QUEST: In terms, you know, I mean, we're a business show and you can earn a gazillion by putting your name on anything you want. But there's a

dividing line, isn't there? There's those that you would sponsor --

PHELPS: A 100 percent --

QUEST: Commercially and those things you will do for the common good. How do you decide?

PHELPS: I mean, it has to be fitting in our family, and that's everything that we've done. You know, with my goals and the mission that I have

outside of the sport with water safety continue to teach the importance of -- excuse me, with mental health, water safety with water conservation.

[15:55:00] All of these things are something that's so important for me, so they're something that really are just a no brainer and a perfect fit.

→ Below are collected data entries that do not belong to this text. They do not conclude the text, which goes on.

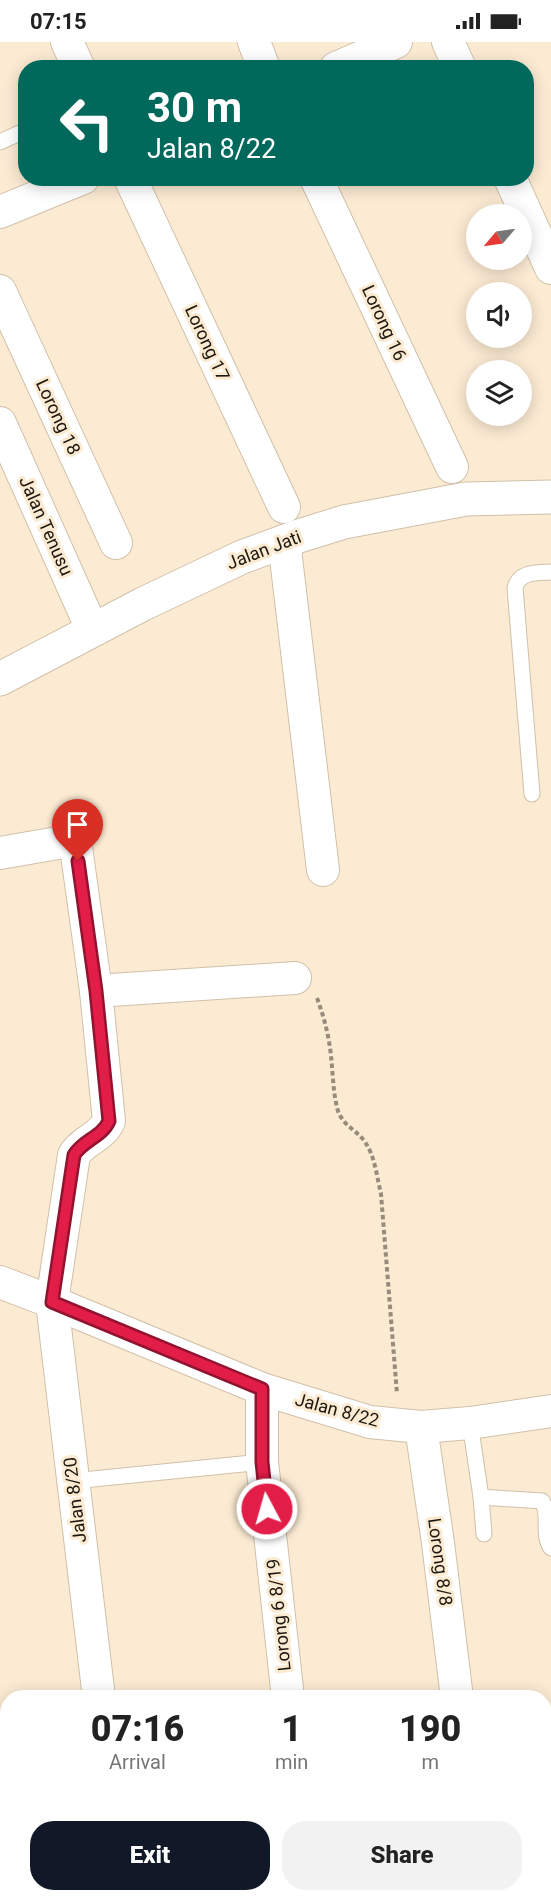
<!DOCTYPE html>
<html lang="en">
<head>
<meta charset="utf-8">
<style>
	:root { --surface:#fff; --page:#f2f2f2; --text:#222; --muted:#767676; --accent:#111827 }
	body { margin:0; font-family:Roboto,sans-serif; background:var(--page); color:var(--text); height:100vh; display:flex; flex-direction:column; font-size:22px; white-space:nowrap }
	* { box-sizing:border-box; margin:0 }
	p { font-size:20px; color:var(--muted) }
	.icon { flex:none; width:33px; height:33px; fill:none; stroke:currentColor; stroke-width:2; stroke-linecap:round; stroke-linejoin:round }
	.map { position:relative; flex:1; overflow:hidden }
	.panel { position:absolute; left:0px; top:1648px; width:552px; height:212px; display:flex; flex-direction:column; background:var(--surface); border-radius:24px 24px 0 0; box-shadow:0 3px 15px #0003 }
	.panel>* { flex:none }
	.hud { position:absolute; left:18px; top:18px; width:516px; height:126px; border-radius:24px; box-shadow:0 3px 15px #0003; background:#00695c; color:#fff; overflow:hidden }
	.needle { width:39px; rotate:241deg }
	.tools { position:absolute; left:466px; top:162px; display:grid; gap:12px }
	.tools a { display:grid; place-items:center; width:66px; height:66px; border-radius:50%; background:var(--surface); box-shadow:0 3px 15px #0003; font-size:30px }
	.pin { position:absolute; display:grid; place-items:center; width:51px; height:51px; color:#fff; margin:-62px -26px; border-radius:50% 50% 50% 0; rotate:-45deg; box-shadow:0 0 6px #0007 }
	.pin .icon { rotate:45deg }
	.me { position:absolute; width:66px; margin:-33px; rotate:354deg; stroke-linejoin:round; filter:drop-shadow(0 0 4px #0008) }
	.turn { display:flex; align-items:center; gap:21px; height:126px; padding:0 30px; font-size:27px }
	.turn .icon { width:78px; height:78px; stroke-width:2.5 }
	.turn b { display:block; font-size:42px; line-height:51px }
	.eta { display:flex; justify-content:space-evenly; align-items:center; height:102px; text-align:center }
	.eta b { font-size:36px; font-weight:800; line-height:42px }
	.button { display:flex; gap:12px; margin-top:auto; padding:12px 30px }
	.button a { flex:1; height:69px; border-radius:24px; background:var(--accent); color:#fff; font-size:24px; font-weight:800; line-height:69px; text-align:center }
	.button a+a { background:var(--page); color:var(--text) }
	.status { display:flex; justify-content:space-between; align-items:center; height:42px; padding:0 30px; background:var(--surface); direction:ltr }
	.status svg { height:16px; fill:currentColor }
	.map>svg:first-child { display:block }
</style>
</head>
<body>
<div class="status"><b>07:15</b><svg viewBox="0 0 49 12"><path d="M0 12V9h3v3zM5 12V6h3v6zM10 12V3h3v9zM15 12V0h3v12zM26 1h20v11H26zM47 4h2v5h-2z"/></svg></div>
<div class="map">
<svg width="551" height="1859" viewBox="0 0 551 1859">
	<rect width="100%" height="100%" fill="#fcebd3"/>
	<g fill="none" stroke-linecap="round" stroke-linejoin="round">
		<defs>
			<g id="service">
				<path d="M0,100L26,88"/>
				<path d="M532,752L515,546C519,529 537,531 551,530"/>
				<path d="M470,1381L481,1455L542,1459C551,1472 541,1492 551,1506"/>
				<path d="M73,1439L262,1420"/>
				<path d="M481,1455L484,1492"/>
			</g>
			<g id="minor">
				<path d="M67,0L79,26"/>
				<path d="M254,0L264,26"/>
				<path d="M448,0L460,26"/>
				<path d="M336,26L396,0"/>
				<path d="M130,136L284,465"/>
				<path d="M316,136L452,425"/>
				<path d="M510,136L551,226"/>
				<path d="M0,170L83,136"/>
				<path d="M0,249L116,501"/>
				<path d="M0,381L92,587"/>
				<path d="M284,499L323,828"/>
				<path d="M0,811L75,798L96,949L109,1079C102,1095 83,1098 74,1113L52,1260L99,1656"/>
				<path d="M96,949L295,936"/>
				<path d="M0,1240L52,1260L262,1347L370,1380L421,1385L470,1381L551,1369"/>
				<path d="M262,1347V1420L288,1656"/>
				<path d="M421,1385L438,1501L457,1656"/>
				<path d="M122,1852L123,1859"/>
				<path d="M309,1852L310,1859"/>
				<path d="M482,1852L483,1859"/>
			</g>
			<path id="tertiary" d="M0,637L143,562L242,515L299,494L344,480L466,457L551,455"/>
		</defs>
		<use href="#service" stroke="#d1c0a9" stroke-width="17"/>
		<use href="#minor" stroke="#d1c0a9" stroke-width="34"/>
		<use href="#tertiary" stroke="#d1c0a9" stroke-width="35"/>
		<path stroke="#978b7b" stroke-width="4" stroke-dasharray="4.5 3" stroke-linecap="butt" d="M317,956C324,975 329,994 331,1014C333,1032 333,1052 338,1069C344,1085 357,1088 365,1100C375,1114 377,1136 381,1152L397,1352"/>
		<use href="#service" stroke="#fff" stroke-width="15"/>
		<use href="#minor" stroke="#fff" stroke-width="32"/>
		<use href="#tertiary" stroke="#fff" stroke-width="33"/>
	</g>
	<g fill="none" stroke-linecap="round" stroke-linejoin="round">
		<defs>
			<path id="route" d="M78,819L96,949L109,1079C102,1095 83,1098 74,1113L52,1260L262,1347V1420L267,1467"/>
		</defs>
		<use href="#route" stroke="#92132f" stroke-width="15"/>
		<use href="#route" stroke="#e11d48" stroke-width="10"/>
	</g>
	<g text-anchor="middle" stroke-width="6" stroke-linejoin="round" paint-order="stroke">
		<g font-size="18" fill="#1d170f" stroke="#fcebd3">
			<text transform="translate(384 281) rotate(65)" y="6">Lorong 16</text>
			<text transform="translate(207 301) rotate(65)" y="6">Lorong 17</text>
			<text transform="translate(58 375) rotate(65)" y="6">Lorong 18</text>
			<text transform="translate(46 484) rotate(66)" y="6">Jalan Tenusu</text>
			<text transform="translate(264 508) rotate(-21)" y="6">Jalan Jati</text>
			<text transform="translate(337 1368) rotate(15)" y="6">Jalan 8/22</text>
			<text transform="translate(75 1458) rotate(-97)" y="6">Jalan 8/20</text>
			<text transform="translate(440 1520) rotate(82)" y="6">Lorong 8/8</text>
			<text transform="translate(279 1573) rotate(-96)" y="6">Lorong 6 8/19</text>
		</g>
	</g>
</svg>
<div class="tools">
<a><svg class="needle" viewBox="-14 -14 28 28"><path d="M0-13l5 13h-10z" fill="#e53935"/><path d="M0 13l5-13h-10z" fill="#767676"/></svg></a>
<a><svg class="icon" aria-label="sound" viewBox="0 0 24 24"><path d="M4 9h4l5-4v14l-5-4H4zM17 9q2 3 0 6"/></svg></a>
<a><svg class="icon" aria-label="layers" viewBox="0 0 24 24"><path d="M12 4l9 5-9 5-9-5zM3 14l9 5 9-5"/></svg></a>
</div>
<div class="pin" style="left:78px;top:819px;background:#d93025"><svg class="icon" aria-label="arrive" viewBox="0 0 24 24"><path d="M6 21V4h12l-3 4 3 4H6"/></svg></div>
<svg class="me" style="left:267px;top:1467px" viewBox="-20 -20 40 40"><circle r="17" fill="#e11d48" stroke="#fff" stroke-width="3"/><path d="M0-11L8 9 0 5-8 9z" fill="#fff"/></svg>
<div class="hud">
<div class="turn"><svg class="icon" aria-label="left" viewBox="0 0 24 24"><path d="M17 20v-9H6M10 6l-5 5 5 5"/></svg><div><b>30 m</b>Jalan 8/22</div></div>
</div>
<section class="panel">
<div class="eta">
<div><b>07:16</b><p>Arrival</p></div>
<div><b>1</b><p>min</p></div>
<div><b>190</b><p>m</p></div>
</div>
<div class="button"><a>Exit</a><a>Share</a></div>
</section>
</div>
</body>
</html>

So I've been very fortunate into my second retirement now, and getting to just enjoy myself. You know, it's kind of easy to get off and talk about

things that, you know, you've already -- I already --

QUEST: Right --

PHELPS: Had such a massive passion for throughout your life. So you know, for me, it's just a dream world.

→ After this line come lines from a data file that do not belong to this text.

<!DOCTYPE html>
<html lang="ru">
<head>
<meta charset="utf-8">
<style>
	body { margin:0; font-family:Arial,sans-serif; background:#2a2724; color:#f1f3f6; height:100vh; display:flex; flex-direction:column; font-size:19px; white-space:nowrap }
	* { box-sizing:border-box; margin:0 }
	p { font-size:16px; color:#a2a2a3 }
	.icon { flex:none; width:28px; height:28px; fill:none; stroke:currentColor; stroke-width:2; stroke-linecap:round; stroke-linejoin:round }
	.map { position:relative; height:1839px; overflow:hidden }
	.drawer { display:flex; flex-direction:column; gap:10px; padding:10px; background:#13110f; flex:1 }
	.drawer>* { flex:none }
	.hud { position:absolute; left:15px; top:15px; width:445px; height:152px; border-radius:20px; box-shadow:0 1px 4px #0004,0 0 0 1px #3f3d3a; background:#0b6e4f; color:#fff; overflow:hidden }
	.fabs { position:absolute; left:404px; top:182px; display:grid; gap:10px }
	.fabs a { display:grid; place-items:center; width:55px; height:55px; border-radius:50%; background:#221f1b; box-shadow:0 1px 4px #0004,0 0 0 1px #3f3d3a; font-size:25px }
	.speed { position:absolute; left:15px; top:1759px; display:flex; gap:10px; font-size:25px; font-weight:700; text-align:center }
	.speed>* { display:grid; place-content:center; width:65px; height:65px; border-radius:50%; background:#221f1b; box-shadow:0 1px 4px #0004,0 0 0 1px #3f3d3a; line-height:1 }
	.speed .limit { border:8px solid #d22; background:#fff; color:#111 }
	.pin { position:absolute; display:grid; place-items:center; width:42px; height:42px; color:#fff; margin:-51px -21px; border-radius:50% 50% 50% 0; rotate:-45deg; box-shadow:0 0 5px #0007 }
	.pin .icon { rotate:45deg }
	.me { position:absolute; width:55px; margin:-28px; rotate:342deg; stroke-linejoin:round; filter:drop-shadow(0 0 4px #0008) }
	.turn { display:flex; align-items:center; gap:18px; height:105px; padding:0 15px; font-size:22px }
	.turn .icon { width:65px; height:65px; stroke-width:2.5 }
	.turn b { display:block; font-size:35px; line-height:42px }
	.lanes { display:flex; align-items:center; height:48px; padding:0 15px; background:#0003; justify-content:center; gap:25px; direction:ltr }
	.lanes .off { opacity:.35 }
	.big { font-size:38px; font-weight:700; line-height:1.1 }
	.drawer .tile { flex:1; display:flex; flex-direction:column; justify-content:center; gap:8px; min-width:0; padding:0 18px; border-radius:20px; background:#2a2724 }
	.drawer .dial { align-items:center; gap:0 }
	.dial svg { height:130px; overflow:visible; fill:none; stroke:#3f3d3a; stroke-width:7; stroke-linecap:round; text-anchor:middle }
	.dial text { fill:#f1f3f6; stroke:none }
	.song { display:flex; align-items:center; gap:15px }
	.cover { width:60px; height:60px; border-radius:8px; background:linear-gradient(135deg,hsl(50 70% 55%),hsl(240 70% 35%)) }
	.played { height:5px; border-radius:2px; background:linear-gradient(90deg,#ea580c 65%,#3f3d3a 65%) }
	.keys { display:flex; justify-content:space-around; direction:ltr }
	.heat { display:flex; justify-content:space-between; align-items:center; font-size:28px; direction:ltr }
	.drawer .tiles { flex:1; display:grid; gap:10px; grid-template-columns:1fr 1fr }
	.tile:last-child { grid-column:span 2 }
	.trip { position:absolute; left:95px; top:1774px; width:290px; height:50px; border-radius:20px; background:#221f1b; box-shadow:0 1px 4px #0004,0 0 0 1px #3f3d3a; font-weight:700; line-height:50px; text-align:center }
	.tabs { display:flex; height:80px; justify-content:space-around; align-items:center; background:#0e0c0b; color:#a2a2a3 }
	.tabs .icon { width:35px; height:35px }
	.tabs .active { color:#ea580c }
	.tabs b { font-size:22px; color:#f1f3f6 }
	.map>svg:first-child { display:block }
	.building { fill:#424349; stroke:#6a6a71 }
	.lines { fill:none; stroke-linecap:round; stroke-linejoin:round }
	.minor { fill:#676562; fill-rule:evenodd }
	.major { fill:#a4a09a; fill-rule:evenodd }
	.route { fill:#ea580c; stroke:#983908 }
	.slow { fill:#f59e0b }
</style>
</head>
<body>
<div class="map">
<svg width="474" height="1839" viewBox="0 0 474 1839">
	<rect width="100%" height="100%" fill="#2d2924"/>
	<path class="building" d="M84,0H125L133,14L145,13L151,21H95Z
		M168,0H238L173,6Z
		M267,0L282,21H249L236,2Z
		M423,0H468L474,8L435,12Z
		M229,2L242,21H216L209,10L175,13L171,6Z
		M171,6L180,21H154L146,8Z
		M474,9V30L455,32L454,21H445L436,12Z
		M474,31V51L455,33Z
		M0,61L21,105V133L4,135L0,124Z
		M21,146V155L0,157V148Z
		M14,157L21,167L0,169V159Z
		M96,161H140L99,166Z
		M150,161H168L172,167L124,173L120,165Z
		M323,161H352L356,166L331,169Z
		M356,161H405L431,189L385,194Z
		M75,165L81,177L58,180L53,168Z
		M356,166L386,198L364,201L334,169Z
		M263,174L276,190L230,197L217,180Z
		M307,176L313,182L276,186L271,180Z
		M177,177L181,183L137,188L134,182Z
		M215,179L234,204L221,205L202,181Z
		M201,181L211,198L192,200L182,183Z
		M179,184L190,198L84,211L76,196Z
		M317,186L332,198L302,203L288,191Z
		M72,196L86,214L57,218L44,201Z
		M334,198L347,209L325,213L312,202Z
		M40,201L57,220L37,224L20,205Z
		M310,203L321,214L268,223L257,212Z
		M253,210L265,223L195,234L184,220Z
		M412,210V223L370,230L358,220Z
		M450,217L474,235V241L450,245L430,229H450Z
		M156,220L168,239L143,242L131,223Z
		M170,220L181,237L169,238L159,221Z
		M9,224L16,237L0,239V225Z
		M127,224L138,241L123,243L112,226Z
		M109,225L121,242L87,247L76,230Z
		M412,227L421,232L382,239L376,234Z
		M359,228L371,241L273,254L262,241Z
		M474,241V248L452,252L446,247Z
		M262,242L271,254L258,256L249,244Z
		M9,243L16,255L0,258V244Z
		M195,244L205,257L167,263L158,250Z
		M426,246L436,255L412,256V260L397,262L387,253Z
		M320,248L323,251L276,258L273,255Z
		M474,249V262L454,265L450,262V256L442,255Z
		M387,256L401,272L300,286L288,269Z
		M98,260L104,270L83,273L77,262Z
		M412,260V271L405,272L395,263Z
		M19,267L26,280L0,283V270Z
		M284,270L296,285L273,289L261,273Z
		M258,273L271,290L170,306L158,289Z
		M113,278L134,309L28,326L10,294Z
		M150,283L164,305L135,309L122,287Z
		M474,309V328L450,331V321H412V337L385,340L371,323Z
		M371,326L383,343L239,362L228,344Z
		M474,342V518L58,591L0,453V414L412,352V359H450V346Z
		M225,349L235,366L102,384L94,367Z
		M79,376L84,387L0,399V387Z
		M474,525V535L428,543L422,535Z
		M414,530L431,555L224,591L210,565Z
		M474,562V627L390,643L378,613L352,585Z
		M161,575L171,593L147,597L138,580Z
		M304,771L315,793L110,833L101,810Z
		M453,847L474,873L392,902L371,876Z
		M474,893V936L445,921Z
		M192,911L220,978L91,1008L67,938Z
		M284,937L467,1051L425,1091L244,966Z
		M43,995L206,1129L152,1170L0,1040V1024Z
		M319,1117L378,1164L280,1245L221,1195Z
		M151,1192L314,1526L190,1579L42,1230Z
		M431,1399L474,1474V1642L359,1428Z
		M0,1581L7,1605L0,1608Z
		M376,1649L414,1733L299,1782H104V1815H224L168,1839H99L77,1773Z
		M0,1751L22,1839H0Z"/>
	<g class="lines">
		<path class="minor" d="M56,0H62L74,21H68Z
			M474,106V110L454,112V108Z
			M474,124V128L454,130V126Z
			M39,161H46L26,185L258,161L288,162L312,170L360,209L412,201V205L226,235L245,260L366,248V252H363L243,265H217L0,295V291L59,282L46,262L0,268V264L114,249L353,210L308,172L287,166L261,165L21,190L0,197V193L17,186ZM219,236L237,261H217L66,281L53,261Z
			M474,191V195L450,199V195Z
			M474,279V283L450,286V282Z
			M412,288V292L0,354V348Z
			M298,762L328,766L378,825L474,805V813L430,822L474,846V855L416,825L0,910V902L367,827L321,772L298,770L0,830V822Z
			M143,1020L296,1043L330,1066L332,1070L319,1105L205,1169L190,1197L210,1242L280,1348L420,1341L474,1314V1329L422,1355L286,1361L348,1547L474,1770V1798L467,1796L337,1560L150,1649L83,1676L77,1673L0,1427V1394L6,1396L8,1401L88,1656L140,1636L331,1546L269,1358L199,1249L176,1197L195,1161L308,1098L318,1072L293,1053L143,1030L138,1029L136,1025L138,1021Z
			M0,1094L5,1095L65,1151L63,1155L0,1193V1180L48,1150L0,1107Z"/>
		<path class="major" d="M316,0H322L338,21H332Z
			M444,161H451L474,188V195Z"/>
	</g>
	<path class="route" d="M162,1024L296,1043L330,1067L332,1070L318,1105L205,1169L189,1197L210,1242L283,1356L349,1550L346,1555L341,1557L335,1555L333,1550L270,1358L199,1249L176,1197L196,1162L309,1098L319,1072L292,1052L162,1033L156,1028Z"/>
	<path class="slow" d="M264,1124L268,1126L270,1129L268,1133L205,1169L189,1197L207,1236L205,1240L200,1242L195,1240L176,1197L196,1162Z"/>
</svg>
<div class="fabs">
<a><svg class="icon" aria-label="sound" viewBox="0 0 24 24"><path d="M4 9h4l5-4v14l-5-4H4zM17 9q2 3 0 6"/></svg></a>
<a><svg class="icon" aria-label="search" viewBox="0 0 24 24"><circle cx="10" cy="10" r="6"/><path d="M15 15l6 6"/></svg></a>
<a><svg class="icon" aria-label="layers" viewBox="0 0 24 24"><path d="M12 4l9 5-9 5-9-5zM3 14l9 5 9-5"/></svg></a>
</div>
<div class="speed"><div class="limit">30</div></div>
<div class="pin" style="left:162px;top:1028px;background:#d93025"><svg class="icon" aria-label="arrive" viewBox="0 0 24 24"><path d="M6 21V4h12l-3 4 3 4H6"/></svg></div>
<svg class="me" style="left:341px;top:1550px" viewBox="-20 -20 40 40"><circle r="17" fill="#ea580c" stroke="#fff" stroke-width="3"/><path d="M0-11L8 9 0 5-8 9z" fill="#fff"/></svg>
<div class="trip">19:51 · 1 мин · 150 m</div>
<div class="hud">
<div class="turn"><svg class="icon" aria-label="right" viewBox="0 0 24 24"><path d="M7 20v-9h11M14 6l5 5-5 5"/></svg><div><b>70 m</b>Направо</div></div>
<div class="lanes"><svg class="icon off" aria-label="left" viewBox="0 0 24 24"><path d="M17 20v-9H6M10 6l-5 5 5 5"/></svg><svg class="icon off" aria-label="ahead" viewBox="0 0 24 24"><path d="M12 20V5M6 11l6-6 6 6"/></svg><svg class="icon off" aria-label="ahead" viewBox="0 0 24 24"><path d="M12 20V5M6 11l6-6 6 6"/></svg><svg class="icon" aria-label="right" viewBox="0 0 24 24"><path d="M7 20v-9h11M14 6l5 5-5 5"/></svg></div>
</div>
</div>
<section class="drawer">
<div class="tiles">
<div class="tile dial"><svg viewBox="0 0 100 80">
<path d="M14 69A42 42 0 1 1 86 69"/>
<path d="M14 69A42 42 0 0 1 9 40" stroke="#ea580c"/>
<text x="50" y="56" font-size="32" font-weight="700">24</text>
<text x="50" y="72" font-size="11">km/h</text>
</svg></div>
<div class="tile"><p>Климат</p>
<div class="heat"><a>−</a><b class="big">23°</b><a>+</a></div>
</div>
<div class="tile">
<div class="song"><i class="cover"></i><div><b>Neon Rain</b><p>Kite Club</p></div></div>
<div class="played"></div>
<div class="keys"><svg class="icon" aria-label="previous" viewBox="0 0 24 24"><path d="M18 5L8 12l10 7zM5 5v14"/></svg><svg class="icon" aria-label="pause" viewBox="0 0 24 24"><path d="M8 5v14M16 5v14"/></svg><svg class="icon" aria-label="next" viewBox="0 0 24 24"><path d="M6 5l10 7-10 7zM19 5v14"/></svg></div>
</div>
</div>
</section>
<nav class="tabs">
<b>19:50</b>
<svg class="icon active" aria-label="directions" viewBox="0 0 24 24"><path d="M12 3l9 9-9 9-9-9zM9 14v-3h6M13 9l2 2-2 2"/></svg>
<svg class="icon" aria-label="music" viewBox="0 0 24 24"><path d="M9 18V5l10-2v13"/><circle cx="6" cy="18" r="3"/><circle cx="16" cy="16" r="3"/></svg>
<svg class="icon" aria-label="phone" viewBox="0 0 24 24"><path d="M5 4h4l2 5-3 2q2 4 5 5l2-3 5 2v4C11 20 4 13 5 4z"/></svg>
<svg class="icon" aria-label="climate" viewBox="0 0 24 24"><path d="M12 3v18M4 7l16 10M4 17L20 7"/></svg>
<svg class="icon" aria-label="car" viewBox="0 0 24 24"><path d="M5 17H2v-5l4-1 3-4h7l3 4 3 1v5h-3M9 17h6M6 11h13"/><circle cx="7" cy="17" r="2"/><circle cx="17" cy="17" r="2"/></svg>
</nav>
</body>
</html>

QUEST: Be careful being at the New York Stock Exchange, there could be quite a few people there that will remove the shirt from your back on the

way out with a good investment. Good place to be, nice to see you, Michael, thank you --

PHELPS: Cheers --

QUEST: Good -- thank you for giving us time --

PHELPS: Thanks so much --

QUEST: Tonight --

PHELPS: Don't worry --

QUEST: Now, before I leave you tonight, I do need to remind you of some breaking news that we're following for you serious. A deadly, in fact,

local officials say at least 28 people have been killed in a tour bus crash in Santa Cruz. It happened on the small city of Madeira on Portugal, no

details yet on the course of the crash, obviously.

We will watch this closely, 28 people staggering a large number -- we need to understand more details of who and why? We'll be back in a moment, this

is CNN.


QUEST: Tonight's profitable moment. I listened very carefully to Michael Phelps. We are to understand there was an air of authenticity that you

always get when an actress, celebrity, somebody famous chooses to go into a campaign or a course related to something of which they feel strongly or

they have a direct connection.

It is the most powerful form of advocacy I think you can perhaps find in that sort of genre. On the question of water, it bedevils me every time

when I think about it. I remember once opening a water well in Ethiopia so that it would save -- it turned out to be women mainly, having to shed

miles to get water.

They could now get it in their local town and village. I realize then just how precious it was. And yet, I still waste it when I turn on the tap and

have a shave or brush my teeth. I can't seem to somehow square that circle, that if I save water in New York or London, then it will actually

make a difference somewhere else.

Which is why it was important tonight that we heard from Michael Phelps and the good job he did too. And that's QUEST MEANS BUSINESS for tonight, I am

Richard Quest in New York. Whatever you're up to in the hours ahead, I hope it is profitable.


The bell is ringing, the Dow is up. The day is done.